# STORED DATA
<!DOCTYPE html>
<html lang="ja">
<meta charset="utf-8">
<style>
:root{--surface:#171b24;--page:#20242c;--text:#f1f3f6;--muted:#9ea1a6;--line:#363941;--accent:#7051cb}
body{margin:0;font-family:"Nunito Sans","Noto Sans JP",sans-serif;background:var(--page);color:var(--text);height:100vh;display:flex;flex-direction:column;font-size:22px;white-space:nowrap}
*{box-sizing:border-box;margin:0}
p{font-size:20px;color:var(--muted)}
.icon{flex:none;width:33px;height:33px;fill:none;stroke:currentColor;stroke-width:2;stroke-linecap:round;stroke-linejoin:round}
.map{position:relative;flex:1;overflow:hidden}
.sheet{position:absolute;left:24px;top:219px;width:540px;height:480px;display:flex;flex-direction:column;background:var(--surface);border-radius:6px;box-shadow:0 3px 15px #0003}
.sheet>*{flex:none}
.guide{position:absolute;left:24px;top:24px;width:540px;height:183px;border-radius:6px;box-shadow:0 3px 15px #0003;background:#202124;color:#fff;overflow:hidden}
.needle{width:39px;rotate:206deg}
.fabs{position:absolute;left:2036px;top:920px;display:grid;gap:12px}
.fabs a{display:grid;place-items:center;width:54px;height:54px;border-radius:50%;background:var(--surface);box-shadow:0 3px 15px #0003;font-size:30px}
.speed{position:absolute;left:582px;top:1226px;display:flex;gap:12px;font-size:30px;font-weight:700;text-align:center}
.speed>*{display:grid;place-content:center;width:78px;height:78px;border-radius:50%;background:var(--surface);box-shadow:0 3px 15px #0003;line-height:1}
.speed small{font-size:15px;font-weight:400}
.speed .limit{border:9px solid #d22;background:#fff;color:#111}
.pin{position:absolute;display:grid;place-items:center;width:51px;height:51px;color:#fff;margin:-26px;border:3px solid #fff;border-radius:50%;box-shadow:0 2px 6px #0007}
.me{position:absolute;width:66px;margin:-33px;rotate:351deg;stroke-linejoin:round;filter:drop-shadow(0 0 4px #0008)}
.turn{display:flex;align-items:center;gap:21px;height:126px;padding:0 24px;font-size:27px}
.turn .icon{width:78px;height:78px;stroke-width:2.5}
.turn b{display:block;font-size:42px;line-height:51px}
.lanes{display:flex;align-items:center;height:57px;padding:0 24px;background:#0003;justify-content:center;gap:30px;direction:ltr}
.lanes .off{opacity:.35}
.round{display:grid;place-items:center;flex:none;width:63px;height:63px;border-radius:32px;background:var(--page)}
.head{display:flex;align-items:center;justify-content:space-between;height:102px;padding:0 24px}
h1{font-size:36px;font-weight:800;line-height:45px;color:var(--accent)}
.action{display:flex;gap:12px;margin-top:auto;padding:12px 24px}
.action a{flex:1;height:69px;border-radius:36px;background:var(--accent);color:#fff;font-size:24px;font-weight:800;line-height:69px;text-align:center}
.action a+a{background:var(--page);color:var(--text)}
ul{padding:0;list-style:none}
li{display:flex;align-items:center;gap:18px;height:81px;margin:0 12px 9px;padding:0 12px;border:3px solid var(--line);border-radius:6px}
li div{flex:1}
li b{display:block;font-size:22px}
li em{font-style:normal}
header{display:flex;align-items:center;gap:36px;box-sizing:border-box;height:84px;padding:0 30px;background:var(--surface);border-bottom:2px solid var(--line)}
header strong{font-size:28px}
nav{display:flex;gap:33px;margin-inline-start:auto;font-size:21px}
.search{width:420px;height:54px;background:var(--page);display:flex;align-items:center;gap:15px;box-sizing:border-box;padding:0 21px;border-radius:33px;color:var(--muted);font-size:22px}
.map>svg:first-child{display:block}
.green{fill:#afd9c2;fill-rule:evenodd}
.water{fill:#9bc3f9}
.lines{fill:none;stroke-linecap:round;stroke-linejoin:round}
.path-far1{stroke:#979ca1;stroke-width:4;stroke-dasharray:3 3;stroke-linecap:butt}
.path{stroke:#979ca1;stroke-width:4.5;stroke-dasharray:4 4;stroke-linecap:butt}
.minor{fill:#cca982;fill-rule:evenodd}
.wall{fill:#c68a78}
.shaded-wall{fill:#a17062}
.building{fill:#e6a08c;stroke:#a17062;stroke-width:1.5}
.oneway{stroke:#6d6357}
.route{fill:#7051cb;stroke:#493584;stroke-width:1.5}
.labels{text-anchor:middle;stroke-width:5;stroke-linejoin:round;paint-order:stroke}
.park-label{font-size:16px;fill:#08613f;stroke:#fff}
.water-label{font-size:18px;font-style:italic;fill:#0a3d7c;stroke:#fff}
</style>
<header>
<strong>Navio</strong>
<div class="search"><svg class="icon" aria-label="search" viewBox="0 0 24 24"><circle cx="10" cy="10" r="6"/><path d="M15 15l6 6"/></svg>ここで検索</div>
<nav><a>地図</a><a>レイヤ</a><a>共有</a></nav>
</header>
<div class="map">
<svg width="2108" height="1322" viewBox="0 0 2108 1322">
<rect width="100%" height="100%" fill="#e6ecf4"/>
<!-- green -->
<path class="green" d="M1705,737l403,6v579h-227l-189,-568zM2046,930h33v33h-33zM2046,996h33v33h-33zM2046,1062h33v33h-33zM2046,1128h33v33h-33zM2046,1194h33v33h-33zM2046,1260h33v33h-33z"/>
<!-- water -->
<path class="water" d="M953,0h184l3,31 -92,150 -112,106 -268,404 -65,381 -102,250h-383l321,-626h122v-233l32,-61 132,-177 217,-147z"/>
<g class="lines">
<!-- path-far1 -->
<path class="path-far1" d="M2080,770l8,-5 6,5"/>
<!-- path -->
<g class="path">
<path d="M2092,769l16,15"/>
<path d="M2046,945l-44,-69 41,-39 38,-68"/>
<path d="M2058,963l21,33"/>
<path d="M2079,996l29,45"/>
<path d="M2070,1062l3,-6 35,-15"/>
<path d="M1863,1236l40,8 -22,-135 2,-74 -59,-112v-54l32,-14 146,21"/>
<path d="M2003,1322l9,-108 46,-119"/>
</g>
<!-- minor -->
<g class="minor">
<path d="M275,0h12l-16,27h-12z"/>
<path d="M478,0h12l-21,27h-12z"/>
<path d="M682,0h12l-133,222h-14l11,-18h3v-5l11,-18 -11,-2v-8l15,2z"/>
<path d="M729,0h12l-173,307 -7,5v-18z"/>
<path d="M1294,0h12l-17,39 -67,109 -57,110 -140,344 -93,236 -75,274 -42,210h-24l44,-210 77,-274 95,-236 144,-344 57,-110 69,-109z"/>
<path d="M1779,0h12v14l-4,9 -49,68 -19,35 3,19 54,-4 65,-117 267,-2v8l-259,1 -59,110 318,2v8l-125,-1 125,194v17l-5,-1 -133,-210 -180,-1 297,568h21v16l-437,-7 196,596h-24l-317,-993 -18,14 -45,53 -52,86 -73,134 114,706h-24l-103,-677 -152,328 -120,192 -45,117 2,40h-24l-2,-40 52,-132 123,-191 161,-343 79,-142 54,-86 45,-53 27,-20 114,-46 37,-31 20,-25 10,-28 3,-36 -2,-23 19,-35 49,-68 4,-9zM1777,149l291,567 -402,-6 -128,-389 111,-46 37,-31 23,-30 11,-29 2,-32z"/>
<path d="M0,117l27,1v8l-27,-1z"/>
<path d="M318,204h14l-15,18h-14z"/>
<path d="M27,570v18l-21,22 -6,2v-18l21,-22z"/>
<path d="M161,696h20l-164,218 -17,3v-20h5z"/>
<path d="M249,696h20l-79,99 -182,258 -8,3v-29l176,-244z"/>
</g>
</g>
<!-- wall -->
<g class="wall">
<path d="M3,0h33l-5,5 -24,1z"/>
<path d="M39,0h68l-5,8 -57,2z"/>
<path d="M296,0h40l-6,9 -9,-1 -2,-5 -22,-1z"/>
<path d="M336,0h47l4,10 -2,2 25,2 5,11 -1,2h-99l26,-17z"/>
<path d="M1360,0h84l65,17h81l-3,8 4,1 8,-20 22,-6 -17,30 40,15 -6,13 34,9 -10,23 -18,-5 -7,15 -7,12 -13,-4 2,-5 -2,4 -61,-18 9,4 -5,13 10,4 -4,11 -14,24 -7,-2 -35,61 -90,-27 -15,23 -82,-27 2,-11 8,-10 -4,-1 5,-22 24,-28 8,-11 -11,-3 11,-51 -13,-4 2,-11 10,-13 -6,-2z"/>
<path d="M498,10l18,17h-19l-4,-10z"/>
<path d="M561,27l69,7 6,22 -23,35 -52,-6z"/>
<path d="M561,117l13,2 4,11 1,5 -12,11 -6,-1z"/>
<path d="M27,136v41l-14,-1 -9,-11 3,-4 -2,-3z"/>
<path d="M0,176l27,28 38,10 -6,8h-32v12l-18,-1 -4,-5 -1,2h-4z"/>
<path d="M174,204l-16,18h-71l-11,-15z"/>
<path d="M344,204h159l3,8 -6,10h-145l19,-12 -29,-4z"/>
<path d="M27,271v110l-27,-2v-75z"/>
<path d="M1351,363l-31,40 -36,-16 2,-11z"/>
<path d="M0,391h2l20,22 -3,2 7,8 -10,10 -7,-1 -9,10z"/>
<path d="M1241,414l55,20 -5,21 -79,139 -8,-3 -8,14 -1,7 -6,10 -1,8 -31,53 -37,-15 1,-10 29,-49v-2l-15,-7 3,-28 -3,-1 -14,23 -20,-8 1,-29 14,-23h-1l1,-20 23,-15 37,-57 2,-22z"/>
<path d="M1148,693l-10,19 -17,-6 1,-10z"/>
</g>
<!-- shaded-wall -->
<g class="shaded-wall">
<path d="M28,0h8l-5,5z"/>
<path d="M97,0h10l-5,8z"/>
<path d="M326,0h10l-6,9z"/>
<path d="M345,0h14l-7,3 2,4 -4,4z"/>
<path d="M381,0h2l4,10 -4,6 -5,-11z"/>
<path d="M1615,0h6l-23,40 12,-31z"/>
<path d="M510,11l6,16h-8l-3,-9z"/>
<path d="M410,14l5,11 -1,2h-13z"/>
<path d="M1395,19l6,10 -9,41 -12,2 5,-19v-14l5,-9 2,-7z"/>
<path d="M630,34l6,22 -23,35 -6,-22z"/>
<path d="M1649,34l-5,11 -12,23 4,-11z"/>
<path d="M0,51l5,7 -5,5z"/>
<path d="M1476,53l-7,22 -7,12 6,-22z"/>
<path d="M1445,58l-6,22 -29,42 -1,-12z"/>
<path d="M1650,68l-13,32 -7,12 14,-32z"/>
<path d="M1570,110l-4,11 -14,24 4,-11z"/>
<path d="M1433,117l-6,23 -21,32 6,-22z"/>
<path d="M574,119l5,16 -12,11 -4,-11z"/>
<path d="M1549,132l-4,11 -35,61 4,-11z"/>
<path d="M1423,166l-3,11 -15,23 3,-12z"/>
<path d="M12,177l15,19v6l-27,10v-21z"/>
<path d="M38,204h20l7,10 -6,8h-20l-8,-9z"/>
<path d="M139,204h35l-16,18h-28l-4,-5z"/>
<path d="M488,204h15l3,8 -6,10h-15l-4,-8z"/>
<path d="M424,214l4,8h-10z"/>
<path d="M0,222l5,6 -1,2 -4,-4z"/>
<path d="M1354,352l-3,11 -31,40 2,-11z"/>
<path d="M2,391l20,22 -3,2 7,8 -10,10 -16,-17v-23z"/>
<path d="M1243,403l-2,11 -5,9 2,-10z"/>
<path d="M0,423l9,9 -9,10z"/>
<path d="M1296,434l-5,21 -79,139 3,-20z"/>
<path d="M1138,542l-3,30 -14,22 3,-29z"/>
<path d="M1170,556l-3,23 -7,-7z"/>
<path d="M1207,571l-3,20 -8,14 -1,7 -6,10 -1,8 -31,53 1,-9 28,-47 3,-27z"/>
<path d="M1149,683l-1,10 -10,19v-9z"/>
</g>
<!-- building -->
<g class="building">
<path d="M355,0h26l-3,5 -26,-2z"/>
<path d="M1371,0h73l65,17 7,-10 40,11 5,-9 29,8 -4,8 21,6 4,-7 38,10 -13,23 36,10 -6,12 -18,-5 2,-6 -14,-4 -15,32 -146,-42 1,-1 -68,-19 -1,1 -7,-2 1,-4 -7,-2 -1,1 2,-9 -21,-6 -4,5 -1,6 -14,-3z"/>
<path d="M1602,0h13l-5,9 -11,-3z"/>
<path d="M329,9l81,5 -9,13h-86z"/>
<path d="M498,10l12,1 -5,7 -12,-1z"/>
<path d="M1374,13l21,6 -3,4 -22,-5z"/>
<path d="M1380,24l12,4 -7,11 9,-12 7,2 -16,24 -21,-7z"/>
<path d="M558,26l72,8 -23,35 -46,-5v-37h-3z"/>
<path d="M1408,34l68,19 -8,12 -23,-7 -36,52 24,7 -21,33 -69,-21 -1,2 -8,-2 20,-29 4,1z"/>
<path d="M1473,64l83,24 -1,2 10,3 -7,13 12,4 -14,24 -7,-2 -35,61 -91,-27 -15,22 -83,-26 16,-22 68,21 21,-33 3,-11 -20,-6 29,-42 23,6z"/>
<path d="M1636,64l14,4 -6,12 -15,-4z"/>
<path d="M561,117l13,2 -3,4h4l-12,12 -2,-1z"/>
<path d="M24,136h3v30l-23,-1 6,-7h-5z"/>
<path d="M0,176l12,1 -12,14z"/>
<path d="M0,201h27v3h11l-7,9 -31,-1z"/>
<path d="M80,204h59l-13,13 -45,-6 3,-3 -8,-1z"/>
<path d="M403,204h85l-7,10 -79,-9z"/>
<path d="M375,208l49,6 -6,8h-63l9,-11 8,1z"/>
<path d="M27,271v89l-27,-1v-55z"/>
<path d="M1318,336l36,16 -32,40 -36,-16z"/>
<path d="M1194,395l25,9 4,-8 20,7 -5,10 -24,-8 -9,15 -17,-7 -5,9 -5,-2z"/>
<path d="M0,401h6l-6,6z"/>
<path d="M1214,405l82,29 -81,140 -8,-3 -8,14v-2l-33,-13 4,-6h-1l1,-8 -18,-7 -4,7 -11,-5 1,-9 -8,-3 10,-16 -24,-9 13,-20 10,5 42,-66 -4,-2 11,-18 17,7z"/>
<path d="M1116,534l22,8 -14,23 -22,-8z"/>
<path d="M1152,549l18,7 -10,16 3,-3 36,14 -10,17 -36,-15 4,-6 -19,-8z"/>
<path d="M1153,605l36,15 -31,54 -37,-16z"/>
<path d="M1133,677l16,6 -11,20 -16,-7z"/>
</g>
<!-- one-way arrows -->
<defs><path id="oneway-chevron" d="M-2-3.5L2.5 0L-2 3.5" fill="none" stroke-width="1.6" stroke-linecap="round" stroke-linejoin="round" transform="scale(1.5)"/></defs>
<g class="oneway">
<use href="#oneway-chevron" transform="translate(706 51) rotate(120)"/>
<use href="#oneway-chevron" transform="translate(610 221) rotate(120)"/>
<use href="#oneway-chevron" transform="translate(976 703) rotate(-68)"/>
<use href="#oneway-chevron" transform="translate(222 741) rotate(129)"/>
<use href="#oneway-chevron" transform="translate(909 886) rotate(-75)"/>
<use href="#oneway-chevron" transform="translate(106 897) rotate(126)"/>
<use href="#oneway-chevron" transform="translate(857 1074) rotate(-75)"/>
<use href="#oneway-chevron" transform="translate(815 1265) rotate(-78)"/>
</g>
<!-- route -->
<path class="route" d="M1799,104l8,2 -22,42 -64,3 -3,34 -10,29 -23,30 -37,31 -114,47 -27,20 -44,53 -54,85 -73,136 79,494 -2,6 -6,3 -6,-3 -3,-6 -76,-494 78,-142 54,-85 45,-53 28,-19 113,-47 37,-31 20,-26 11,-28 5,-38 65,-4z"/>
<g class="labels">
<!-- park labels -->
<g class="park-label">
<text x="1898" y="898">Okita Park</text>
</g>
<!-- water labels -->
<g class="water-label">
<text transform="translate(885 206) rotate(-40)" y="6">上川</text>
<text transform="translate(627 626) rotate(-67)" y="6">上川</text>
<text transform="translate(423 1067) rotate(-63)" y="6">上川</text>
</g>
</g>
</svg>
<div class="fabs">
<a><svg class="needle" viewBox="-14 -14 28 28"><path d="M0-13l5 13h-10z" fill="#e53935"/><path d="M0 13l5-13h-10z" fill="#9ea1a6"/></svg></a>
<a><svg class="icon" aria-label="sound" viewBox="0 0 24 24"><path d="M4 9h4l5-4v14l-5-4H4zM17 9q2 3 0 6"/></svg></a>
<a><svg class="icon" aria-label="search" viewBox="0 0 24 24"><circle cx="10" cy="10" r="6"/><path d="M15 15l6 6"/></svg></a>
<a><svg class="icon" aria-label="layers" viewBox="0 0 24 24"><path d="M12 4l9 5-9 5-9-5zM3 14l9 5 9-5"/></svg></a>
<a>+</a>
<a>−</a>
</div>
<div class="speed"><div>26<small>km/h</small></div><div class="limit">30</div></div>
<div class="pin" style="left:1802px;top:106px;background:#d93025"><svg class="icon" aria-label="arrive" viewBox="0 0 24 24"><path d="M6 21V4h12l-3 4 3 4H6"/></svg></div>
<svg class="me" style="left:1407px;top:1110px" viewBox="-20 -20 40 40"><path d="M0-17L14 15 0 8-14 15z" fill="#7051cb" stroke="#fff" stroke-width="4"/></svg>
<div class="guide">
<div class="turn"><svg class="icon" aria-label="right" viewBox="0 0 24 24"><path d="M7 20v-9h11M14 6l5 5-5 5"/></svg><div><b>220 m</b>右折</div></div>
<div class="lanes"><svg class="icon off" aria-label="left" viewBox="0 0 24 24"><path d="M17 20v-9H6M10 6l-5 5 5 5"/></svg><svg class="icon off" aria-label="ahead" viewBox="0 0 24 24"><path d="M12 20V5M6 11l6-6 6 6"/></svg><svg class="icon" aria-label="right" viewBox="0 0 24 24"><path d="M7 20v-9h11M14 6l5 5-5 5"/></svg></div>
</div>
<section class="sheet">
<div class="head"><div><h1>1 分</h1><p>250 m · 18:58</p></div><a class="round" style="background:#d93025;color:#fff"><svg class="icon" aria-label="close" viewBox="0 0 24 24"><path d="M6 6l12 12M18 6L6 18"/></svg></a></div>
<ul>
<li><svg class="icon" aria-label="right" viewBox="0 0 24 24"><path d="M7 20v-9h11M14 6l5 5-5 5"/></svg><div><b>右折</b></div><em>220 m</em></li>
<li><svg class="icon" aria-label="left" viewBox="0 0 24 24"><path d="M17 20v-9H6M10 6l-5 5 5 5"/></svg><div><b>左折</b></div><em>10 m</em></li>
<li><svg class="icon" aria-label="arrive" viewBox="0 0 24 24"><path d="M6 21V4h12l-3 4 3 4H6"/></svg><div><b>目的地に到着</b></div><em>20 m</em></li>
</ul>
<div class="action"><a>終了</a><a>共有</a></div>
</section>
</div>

# WORK ORDER
Say, as a number only, how many lines of the data contain "limit".

# FINISHED EXERCISE
2